About this task: Go line by line through the data and copy those with the word "roads".

■ ■ ■

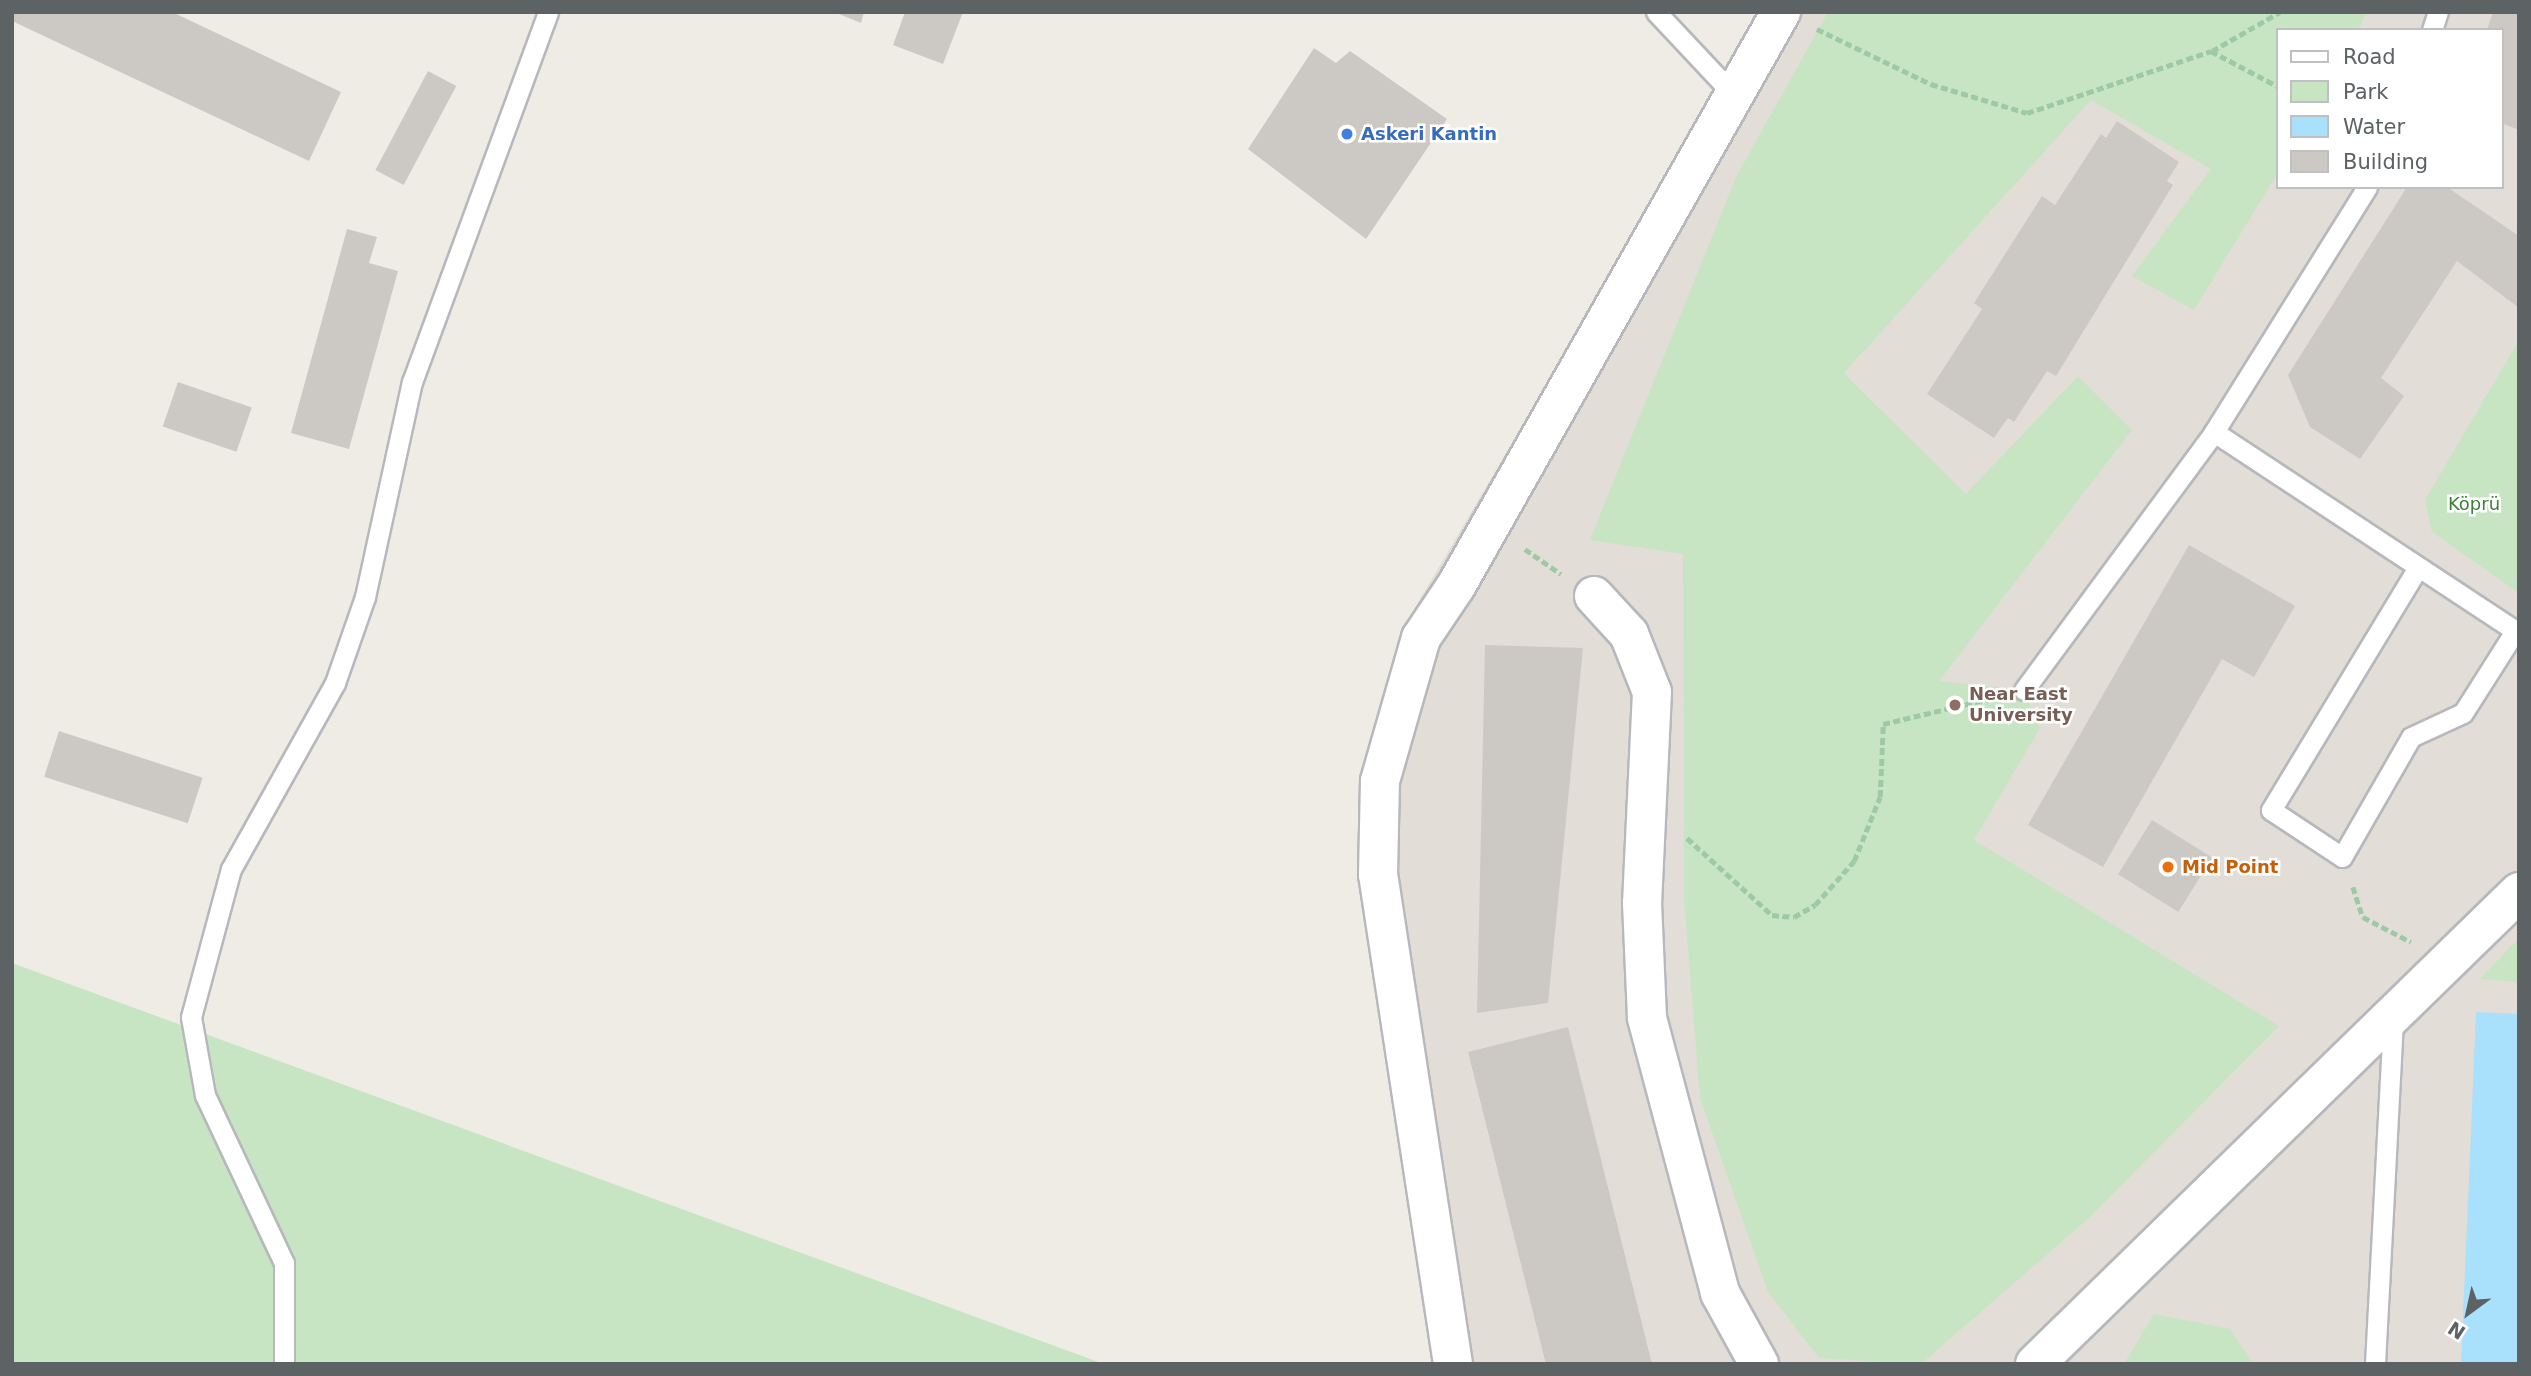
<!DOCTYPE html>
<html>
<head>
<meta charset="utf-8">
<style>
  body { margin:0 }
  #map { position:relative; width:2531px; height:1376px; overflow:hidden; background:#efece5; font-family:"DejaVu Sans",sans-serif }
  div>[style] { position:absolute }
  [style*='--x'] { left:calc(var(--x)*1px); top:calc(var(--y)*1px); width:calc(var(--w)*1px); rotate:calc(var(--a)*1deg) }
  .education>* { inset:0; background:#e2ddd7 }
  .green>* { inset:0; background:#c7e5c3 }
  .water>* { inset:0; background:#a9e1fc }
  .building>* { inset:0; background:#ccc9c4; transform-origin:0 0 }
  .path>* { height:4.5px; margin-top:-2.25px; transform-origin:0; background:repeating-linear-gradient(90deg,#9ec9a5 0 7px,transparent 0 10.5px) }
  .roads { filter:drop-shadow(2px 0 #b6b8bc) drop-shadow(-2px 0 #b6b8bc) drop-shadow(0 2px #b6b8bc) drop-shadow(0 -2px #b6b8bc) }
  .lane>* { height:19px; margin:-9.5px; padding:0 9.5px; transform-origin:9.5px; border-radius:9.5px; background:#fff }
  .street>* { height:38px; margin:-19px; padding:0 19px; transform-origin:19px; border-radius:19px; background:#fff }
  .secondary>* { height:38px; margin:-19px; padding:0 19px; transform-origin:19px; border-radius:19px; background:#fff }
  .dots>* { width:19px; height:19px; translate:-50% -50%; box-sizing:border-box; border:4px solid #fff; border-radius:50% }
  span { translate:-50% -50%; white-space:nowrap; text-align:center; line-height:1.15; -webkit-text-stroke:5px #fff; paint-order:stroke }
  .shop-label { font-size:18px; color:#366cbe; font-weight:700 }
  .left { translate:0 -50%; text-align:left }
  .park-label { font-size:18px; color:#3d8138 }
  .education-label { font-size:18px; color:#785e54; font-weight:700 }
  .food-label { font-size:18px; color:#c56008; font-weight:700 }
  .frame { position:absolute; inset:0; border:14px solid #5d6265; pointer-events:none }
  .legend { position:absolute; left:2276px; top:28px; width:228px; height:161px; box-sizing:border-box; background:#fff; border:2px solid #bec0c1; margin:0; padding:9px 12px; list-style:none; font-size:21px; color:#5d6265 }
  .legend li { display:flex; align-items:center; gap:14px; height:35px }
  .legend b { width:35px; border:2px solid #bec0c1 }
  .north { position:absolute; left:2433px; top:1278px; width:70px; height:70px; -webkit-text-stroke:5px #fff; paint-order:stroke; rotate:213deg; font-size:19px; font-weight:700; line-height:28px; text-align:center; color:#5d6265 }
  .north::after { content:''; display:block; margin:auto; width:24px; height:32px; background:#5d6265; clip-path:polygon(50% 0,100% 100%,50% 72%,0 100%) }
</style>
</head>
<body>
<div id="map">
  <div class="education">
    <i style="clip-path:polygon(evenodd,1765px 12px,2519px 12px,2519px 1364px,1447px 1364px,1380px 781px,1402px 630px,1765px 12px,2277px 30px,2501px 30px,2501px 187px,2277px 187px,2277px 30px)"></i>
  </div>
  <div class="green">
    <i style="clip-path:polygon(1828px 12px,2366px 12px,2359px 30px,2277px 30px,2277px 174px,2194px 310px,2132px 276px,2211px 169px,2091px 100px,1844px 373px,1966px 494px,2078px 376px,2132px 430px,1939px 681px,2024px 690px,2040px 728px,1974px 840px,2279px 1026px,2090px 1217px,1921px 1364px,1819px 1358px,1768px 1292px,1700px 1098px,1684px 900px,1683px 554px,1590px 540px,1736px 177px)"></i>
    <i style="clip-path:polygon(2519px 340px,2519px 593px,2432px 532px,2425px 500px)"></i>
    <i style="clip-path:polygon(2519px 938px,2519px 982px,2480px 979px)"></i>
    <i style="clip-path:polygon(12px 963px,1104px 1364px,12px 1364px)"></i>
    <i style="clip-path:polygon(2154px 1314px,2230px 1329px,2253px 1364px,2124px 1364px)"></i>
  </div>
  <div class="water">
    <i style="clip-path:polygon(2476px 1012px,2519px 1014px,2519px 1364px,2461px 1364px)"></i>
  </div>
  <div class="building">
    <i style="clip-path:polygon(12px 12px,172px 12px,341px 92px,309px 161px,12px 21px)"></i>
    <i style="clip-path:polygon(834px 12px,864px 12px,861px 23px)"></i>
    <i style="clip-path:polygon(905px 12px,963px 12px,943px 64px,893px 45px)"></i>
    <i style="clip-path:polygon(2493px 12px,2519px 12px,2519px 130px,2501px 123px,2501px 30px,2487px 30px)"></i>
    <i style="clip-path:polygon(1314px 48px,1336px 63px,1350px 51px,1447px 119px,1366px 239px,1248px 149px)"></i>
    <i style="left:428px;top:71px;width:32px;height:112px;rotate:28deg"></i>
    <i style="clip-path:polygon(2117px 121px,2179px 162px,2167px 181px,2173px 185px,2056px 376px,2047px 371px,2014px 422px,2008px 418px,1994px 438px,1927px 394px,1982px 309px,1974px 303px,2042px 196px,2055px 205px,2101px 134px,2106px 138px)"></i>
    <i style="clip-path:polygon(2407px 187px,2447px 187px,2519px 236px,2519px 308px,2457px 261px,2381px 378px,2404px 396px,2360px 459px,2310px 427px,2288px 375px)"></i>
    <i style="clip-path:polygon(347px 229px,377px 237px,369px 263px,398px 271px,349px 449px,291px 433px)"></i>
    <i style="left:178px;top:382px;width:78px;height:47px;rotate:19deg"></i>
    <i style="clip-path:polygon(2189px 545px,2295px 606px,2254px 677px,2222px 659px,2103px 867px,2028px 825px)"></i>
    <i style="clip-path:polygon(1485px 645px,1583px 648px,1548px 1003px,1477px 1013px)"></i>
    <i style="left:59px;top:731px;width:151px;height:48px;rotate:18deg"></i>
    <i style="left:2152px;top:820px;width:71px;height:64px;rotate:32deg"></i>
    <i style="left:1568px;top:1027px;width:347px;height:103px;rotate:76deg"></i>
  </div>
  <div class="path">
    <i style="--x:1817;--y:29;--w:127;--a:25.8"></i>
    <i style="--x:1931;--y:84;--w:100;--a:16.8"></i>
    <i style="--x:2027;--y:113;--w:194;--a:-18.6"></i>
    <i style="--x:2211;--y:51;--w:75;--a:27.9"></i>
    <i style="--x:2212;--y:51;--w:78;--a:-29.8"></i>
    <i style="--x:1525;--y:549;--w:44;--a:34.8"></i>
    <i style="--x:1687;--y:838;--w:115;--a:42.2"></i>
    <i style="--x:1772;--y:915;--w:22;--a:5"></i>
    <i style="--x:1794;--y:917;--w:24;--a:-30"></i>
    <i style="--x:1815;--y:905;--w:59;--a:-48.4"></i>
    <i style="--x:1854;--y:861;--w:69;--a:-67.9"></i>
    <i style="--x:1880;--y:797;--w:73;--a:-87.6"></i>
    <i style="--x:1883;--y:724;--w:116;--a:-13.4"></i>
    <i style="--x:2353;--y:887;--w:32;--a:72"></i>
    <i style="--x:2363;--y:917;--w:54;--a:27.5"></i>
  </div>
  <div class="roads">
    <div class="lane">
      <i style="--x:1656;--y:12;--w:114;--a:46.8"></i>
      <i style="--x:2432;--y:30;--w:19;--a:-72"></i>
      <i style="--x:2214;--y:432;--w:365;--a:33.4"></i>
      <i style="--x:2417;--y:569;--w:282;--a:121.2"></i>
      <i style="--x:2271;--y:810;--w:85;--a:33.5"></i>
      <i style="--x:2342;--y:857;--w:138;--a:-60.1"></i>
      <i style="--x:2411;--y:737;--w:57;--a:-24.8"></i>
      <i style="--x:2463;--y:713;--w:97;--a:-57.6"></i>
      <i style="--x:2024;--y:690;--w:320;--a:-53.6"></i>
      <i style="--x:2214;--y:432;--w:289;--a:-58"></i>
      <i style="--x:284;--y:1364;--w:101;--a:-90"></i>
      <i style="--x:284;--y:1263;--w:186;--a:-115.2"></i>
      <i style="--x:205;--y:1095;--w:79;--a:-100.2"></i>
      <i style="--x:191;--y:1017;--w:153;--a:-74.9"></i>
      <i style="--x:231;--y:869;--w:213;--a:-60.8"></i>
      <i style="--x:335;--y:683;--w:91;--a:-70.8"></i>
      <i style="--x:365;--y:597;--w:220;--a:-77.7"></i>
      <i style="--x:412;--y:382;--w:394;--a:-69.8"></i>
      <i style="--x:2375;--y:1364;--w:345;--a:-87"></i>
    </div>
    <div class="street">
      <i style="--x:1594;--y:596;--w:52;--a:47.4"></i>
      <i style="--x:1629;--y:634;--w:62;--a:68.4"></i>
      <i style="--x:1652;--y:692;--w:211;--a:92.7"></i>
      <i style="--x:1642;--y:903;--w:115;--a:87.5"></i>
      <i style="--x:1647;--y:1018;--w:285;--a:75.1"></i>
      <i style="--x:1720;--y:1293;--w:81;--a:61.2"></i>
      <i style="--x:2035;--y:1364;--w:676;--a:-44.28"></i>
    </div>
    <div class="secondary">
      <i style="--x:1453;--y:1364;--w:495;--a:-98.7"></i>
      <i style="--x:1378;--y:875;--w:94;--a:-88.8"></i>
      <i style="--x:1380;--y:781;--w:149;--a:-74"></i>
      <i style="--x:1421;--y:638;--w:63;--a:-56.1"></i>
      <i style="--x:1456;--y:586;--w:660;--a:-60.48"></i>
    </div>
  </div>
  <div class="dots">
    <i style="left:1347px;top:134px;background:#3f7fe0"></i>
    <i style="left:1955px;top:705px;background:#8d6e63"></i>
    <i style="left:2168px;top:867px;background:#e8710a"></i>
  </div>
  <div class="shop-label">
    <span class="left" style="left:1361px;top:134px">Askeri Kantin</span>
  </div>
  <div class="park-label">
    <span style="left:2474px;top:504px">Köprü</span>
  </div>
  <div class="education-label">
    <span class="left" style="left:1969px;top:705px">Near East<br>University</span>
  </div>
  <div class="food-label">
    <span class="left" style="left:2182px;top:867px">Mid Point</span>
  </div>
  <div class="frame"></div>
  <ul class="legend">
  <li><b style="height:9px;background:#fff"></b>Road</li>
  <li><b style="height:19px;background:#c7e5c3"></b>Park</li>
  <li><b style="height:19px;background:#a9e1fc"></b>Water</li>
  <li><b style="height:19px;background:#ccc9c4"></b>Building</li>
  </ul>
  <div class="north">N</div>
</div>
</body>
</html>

■ ■ ■

Answer below:
  .roads { filter:drop-shadow(2px 0 #b6b8bc) drop-shadow(-2px 0 #b6b8bc) drop-shadow(0 2px #b6b8bc) drop-shadow(0 -2px #b6b8bc) }
  <div class="roads">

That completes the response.